- TASK -
Check every line of the data below for the word "rows", then give only the number of lines that have it.

- SOURCE DATA -

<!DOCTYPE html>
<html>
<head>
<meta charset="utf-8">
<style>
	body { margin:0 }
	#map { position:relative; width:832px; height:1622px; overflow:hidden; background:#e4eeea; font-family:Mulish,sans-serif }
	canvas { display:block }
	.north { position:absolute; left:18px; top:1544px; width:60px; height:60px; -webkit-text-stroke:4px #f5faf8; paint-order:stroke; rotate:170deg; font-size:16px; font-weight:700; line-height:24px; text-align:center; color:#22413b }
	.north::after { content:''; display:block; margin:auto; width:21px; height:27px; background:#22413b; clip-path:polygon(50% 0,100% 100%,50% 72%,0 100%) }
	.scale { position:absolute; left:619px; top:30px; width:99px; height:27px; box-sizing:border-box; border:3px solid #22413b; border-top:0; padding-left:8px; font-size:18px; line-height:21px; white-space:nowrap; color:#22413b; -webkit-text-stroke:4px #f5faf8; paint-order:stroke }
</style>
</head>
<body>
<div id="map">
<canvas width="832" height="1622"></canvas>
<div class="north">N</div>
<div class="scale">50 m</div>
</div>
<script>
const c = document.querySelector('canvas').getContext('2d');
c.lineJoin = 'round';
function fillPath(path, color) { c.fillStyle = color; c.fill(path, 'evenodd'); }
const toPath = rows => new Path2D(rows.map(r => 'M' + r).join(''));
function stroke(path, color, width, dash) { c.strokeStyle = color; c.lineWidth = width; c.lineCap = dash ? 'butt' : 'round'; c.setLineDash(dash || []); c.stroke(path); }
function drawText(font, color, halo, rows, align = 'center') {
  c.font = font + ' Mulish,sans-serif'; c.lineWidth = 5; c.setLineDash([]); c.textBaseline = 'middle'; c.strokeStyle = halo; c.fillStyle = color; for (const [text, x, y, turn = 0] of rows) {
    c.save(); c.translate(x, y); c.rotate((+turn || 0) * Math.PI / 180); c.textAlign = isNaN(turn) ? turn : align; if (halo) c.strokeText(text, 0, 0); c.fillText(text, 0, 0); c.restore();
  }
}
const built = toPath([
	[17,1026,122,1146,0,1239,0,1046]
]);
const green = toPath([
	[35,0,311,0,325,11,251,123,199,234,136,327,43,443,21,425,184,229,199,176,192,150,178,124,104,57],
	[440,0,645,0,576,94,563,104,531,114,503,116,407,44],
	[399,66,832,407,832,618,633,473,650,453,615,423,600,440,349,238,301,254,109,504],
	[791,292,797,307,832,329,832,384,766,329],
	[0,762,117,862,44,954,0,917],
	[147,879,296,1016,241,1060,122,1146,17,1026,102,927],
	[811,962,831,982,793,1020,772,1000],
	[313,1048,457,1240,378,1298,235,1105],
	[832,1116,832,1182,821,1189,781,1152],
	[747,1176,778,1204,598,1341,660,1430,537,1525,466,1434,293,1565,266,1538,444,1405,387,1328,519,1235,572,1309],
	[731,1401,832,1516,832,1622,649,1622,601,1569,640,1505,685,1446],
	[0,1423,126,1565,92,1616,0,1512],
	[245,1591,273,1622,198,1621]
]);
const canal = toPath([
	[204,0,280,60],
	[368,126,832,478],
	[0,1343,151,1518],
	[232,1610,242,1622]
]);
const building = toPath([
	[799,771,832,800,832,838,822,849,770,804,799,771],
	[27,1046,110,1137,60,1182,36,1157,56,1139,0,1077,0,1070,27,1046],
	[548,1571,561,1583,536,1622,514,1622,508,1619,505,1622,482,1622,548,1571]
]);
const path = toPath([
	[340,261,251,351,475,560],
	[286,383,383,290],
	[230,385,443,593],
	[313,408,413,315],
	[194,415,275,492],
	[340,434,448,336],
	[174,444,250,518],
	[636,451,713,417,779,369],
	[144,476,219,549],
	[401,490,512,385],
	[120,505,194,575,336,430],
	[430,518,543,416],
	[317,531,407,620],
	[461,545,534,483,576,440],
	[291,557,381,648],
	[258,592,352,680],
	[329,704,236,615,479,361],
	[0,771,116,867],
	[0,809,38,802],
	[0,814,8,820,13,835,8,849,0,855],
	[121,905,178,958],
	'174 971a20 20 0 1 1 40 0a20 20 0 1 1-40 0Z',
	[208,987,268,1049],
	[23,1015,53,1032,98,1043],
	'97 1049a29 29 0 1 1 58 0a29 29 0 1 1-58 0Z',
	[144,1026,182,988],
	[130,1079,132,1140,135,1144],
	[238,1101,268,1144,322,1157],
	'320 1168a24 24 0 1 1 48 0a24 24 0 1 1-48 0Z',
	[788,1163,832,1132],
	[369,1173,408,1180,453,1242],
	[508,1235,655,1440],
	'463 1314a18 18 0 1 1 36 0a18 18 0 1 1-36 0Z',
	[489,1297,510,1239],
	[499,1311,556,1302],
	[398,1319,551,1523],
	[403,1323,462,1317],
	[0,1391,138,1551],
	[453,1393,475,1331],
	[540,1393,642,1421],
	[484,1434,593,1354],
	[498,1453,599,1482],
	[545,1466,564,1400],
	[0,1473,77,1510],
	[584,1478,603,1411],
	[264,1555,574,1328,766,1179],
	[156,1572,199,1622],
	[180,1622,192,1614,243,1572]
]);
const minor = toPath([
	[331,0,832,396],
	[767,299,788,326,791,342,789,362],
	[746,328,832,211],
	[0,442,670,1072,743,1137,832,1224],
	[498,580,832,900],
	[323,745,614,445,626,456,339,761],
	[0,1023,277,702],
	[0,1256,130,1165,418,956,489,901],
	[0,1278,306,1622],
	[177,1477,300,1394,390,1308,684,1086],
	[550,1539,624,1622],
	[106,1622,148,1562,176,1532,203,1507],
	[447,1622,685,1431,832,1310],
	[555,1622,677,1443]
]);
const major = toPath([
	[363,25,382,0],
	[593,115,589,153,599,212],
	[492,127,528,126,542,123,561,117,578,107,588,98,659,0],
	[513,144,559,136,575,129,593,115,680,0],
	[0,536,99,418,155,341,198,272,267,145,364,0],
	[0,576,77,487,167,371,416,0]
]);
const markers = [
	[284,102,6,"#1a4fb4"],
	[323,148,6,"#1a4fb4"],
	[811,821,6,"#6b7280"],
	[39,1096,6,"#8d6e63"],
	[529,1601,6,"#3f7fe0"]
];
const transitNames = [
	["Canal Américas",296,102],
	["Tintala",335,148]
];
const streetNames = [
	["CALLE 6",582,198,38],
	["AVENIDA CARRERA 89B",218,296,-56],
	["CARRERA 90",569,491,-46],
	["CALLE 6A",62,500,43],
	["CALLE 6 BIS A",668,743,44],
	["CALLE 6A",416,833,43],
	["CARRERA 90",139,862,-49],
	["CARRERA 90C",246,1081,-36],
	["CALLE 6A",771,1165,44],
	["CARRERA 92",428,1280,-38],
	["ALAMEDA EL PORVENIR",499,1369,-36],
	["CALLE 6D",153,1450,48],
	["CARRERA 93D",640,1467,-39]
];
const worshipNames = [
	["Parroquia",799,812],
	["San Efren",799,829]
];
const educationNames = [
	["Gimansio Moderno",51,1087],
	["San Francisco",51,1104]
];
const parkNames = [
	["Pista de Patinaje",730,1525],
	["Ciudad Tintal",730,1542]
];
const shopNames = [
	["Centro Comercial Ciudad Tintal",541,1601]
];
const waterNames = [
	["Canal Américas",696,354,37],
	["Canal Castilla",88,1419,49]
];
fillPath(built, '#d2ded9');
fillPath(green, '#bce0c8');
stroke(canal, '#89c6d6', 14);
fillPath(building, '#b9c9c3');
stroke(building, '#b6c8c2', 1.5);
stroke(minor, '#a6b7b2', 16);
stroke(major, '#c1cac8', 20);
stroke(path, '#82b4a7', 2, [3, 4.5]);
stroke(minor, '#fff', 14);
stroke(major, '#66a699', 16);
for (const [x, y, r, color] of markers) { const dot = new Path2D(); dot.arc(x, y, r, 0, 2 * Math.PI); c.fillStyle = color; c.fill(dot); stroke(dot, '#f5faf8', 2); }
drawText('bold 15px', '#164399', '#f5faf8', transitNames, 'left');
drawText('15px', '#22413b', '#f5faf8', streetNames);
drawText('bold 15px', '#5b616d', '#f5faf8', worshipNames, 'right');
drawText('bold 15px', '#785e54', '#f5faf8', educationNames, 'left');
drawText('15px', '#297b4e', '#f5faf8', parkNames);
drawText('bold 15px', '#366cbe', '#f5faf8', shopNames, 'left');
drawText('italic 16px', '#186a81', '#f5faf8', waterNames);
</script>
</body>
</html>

- TASK RESPONSE -
3